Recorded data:

===

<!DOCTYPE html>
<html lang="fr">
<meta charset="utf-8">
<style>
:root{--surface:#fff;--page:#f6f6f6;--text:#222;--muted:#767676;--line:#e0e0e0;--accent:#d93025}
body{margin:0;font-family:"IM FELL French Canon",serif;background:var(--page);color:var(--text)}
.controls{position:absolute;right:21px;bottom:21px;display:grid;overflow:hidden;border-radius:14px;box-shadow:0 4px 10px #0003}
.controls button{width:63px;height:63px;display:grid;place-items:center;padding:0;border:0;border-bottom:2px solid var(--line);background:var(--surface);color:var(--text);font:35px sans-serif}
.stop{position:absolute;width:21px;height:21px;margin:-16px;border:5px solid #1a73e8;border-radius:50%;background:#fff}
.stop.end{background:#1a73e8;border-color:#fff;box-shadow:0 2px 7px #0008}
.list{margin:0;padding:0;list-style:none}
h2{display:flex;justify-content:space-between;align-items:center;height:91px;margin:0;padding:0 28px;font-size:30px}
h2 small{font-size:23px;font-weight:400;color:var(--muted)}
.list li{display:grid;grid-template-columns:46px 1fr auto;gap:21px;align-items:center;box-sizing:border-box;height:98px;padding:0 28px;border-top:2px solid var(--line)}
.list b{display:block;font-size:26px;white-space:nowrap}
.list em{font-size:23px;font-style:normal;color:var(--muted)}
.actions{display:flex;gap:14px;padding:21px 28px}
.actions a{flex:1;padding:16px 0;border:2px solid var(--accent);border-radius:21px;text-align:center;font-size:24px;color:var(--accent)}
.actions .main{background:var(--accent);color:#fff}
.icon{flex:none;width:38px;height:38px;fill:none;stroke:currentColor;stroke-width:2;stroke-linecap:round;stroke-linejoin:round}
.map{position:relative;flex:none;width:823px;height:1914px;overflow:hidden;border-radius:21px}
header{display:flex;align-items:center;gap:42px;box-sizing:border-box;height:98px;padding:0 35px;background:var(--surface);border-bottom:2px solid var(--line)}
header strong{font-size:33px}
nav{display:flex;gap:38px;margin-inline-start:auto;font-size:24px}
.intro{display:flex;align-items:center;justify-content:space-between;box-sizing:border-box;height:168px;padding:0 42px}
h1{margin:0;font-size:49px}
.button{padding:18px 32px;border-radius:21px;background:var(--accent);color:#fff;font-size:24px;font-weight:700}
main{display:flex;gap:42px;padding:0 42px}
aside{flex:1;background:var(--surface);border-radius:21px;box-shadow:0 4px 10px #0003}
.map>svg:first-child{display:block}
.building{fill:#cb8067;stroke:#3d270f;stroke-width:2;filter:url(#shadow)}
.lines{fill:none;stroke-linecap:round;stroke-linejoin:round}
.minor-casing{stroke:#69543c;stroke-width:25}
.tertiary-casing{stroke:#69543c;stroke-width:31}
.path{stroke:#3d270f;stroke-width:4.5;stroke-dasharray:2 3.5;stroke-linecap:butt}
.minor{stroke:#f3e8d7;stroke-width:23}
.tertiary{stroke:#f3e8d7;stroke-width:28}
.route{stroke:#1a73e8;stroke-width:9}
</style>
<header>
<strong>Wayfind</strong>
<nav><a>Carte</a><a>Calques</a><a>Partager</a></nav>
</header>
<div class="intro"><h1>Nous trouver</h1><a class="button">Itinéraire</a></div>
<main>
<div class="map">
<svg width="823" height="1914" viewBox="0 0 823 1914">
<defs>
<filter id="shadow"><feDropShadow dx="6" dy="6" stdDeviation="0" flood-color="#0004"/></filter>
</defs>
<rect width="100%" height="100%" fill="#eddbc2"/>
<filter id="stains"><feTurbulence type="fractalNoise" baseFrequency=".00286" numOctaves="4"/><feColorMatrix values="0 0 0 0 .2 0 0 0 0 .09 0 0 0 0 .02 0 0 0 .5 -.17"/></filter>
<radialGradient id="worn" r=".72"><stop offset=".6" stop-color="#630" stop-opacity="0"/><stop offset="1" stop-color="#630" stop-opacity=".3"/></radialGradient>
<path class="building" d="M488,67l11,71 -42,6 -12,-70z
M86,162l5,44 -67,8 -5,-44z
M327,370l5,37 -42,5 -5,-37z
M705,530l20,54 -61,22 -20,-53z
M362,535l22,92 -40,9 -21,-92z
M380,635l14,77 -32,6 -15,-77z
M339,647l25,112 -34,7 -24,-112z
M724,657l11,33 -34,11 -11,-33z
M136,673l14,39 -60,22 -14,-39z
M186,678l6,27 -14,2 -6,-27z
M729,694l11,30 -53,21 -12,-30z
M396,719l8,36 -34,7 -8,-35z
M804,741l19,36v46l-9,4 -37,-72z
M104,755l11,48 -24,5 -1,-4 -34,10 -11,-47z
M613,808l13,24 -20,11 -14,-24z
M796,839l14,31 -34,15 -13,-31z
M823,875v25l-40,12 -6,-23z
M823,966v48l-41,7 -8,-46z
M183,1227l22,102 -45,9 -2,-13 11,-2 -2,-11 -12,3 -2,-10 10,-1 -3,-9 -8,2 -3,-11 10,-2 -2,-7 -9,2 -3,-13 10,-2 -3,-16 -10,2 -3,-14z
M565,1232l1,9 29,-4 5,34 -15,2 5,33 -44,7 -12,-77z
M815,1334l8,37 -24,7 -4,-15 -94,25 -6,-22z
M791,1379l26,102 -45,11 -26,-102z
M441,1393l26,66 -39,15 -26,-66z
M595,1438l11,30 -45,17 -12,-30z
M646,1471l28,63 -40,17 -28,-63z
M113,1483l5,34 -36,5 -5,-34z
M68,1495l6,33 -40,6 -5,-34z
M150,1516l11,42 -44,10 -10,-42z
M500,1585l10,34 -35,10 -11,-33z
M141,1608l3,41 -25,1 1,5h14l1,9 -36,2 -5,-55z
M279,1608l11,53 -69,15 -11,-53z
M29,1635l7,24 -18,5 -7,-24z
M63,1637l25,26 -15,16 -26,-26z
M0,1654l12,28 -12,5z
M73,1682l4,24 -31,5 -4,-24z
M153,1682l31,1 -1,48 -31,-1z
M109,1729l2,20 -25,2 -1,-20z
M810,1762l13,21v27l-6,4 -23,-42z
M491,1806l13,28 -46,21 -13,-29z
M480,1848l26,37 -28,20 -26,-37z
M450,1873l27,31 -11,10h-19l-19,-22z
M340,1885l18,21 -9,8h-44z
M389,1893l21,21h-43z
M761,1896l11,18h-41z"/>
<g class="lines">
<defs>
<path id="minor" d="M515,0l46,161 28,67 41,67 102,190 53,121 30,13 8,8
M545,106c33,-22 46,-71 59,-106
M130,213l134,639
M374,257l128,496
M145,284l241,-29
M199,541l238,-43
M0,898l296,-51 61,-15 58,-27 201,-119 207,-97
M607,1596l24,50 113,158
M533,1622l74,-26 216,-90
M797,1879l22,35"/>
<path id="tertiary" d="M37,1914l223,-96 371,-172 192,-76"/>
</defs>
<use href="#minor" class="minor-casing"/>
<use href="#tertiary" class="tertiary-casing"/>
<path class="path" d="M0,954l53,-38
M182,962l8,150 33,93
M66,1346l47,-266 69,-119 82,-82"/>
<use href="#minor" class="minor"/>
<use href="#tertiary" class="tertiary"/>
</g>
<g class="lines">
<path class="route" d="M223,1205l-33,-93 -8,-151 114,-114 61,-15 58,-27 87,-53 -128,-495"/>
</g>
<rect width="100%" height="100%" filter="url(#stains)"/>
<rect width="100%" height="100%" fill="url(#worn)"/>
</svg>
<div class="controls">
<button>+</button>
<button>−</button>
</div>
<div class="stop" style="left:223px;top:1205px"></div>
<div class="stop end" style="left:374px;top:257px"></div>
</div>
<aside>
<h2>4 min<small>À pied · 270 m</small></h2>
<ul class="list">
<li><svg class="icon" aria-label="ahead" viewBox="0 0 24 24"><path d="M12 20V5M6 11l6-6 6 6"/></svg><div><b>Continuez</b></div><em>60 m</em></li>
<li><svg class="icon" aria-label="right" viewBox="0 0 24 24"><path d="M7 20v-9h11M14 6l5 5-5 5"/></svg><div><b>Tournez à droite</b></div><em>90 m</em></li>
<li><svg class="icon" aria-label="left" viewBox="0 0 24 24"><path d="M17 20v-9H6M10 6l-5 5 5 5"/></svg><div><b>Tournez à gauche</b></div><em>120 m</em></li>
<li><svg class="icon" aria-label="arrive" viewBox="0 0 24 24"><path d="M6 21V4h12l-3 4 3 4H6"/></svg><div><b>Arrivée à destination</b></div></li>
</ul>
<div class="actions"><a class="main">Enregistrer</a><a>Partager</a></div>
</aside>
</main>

===

Reproduce each line from the records that contains the word "bottom".

.controls{position:absolute;right:21px;bottom:21px;display:grid;overflow:hidden;border-radius:14px;box-shadow:0 4px 10px #0003}
.controls button{width:63px;height:63px;display:grid;place-items:center;padding:0;border:0;border-bottom:2px solid var(--line);background:var(--surface);color:var(--text);font:35px sans-serif}
header{display:flex;align-items:center;gap:42px;box-sizing:border-box;height:98px;padding:0 35px;background:var(--surface);border-bottom:2px solid var(--line)}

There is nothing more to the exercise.